**REQUIRED ACTION:** Below are some records; output exactly the lines from the line with "For a GIS import: Describe" to the line with "Quick job: Dump", both ends kept, and nothing more.

**EXERCISE DATA:**
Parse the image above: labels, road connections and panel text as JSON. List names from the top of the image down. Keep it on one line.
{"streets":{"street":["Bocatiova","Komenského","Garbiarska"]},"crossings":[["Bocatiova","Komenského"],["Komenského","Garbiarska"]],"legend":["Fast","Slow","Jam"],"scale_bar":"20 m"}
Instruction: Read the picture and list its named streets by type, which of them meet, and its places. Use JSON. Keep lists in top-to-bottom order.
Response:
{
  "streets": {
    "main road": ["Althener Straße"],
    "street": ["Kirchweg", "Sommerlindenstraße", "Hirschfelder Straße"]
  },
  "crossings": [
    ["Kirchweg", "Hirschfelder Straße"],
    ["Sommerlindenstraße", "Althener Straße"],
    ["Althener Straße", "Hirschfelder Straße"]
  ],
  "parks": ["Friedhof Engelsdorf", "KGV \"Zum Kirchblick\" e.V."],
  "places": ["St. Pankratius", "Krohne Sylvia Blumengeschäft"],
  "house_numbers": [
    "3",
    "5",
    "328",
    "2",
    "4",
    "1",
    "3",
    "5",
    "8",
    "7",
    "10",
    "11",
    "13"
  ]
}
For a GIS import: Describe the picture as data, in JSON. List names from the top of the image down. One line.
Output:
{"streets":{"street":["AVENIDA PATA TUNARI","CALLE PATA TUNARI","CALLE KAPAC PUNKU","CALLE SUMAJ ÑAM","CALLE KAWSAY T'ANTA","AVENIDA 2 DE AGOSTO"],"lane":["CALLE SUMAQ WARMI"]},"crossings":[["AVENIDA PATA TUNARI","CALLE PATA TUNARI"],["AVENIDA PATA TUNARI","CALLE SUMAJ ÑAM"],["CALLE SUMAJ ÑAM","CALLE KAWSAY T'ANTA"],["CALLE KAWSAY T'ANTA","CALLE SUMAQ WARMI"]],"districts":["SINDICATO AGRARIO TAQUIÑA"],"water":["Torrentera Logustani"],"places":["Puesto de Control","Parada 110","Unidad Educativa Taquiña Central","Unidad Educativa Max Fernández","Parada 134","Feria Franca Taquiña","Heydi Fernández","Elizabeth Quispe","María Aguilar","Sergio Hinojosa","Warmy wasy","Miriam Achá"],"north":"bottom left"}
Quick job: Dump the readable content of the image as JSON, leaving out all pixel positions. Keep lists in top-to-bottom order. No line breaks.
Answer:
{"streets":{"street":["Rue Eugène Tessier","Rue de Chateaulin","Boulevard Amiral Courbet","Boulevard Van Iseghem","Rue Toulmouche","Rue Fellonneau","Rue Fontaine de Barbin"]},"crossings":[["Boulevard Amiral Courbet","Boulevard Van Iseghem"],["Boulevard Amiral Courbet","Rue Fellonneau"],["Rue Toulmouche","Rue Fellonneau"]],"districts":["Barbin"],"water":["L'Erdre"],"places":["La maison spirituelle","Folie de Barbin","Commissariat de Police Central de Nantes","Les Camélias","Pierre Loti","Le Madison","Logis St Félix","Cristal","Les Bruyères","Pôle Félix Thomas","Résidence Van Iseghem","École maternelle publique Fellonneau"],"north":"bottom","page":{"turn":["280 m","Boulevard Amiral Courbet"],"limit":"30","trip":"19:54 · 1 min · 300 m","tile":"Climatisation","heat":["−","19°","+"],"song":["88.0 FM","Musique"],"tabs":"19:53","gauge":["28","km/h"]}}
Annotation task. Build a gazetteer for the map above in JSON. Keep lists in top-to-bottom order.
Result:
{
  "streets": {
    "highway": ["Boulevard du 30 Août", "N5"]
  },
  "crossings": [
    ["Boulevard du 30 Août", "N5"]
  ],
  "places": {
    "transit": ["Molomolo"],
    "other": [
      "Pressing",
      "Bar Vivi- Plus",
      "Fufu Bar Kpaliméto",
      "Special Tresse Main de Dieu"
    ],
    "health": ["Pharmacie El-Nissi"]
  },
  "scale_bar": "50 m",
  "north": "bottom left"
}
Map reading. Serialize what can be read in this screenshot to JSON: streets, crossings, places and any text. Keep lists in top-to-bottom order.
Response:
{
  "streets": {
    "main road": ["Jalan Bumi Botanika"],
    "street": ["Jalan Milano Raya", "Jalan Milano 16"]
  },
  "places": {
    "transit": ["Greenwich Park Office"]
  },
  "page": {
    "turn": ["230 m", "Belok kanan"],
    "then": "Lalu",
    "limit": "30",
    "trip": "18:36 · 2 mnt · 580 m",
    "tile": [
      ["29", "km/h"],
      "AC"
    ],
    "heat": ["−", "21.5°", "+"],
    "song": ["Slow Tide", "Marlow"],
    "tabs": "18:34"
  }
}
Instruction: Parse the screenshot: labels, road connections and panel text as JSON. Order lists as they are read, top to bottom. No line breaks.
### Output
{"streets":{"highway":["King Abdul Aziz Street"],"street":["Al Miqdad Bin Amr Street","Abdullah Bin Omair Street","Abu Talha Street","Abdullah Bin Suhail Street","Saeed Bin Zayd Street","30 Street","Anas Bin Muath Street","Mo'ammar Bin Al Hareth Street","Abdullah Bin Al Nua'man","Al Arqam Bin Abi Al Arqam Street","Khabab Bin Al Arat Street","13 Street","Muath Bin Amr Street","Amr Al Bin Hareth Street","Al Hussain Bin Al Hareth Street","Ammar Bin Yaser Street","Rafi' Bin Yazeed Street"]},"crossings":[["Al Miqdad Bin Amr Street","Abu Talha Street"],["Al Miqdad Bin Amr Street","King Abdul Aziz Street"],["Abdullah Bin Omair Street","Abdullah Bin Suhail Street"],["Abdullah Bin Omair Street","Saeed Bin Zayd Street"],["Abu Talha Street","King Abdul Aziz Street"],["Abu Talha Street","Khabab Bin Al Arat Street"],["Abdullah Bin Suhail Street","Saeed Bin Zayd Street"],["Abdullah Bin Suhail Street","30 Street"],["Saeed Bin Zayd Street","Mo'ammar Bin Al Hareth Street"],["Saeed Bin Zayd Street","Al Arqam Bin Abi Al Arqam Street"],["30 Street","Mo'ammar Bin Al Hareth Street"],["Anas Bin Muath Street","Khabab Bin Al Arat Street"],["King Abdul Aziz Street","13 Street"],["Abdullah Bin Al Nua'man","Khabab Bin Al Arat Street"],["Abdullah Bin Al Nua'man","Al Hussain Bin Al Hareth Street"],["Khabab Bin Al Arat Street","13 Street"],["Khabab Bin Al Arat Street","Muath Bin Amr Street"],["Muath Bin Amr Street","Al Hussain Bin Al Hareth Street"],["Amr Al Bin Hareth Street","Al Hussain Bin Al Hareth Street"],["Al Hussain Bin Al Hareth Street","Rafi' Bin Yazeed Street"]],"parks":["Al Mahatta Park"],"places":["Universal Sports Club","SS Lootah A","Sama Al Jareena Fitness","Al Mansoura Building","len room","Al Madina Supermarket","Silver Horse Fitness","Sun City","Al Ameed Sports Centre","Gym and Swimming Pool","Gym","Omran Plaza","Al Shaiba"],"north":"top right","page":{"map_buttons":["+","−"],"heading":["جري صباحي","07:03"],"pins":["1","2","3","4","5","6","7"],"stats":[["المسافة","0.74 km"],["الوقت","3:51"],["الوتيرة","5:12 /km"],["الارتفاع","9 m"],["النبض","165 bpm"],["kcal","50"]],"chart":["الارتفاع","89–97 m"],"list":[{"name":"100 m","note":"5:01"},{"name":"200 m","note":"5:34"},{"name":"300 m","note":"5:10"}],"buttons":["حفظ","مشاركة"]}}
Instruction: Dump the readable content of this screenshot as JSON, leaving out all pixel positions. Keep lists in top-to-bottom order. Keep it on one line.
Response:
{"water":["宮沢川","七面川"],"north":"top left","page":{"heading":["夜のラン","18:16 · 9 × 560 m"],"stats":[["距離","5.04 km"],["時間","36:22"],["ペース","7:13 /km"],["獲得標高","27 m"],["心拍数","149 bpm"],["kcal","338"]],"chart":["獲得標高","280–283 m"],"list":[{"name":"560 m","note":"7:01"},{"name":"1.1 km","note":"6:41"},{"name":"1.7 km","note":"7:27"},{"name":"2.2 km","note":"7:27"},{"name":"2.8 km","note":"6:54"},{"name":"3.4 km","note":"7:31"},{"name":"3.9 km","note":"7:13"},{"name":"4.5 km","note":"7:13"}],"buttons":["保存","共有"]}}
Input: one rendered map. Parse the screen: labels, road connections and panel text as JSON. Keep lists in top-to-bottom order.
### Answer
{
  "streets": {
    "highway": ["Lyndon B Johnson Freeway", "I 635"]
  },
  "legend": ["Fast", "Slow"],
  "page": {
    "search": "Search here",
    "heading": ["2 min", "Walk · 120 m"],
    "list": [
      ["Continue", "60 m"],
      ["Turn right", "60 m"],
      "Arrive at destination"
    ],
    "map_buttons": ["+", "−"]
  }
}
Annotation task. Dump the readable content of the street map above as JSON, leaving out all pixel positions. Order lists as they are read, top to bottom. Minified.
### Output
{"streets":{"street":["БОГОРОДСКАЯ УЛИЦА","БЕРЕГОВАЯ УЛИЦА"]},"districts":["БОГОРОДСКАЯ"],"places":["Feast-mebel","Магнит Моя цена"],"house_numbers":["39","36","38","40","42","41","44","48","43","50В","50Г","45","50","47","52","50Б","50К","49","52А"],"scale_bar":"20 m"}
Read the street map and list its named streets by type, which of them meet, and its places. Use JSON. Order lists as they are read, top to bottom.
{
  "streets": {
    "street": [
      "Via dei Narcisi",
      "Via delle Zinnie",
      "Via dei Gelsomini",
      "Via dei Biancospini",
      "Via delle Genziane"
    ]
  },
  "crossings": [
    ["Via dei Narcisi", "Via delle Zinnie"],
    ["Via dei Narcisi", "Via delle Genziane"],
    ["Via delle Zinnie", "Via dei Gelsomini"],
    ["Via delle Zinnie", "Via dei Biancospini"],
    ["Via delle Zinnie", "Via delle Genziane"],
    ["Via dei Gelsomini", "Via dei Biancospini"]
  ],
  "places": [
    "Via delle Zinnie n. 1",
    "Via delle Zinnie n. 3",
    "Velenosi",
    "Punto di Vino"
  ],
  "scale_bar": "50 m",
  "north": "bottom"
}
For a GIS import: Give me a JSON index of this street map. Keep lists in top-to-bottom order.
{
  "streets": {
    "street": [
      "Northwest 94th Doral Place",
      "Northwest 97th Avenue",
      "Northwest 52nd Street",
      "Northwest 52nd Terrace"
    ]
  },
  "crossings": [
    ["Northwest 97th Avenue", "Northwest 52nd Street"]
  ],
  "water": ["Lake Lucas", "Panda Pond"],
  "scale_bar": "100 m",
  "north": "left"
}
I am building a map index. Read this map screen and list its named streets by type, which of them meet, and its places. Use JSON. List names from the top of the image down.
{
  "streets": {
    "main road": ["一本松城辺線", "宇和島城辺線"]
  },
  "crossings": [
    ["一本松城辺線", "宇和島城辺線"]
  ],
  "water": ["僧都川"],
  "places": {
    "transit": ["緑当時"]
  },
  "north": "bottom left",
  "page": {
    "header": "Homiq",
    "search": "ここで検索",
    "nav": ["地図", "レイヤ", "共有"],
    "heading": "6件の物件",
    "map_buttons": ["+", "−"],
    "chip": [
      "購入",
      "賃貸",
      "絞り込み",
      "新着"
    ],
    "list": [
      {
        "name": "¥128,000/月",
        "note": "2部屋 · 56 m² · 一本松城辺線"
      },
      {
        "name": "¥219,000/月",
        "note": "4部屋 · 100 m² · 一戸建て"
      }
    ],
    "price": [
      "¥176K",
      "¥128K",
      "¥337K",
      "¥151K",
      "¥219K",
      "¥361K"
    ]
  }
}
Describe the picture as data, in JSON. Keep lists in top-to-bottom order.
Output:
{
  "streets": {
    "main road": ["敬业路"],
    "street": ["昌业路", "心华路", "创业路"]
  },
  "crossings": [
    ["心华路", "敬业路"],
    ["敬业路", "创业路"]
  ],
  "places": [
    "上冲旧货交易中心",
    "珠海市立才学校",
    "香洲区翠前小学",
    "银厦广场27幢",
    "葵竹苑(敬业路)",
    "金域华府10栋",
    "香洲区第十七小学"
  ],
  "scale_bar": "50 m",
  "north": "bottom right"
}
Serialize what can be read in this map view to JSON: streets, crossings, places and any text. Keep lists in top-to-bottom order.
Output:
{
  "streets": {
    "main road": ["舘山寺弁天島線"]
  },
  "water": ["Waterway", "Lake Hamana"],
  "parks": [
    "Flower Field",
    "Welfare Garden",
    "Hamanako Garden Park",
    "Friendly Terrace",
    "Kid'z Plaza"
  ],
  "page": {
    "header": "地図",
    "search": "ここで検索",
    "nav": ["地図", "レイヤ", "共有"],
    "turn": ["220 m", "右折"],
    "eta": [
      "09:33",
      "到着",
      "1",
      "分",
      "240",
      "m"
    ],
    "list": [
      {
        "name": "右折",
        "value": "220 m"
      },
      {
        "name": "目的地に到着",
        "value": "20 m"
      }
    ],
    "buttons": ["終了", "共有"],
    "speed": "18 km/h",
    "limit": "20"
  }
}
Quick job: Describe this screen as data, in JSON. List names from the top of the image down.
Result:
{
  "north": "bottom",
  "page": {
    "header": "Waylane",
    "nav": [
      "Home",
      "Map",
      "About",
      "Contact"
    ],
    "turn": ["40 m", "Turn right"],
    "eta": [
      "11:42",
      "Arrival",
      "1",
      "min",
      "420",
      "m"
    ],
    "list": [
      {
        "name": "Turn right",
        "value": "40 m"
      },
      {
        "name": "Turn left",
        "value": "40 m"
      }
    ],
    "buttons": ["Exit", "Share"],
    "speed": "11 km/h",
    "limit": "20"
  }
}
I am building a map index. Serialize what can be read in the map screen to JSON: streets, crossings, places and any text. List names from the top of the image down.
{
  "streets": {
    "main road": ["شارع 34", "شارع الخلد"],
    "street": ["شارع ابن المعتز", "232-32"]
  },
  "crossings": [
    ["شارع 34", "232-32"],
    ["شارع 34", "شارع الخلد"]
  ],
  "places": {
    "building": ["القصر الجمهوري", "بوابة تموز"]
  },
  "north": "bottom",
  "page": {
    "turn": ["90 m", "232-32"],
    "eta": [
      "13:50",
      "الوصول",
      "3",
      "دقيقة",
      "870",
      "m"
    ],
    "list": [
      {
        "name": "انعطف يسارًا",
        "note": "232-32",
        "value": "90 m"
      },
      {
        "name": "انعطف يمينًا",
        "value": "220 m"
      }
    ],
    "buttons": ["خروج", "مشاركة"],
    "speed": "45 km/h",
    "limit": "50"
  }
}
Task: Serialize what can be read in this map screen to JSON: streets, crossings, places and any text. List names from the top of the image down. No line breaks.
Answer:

**REPLY:**
For a GIS import: Describe the picture as data, in JSON. List names from the top of the image down. One line.
Output:
{"streets":{"street":["AVENIDA PATA TUNARI","CALLE PATA TUNARI","CALLE KAPAC PUNKU","CALLE SUMAJ ÑAM","CALLE KAWSAY T'ANTA","AVENIDA 2 DE AGOSTO"],"lane":["CALLE SUMAQ WARMI"]},"crossings":[["AVENIDA PATA TUNARI","CALLE PATA TUNARI"],["AVENIDA PATA TUNARI","CALLE SUMAJ ÑAM"],["CALLE SUMAJ ÑAM","CALLE KAWSAY T'ANTA"],["CALLE KAWSAY T'ANTA","CALLE SUMAQ WARMI"]],"districts":["SINDICATO AGRARIO TAQUIÑA"],"water":["Torrentera Logustani"],"places":["Puesto de Control","Parada 110","Unidad Educativa Taquiña Central","Unidad Educativa Max Fernández","Parada 134","Feria Franca Taquiña","Heydi Fernández","Elizabeth Quispe","María Aguilar","Sergio Hinojosa","Warmy wasy","Miriam Achá"],"north":"bottom left"}
Quick job: Dump the readable content of the image as JSON, leaving out all pixel positions. Keep lists in top-to-bottom order. No line breaks.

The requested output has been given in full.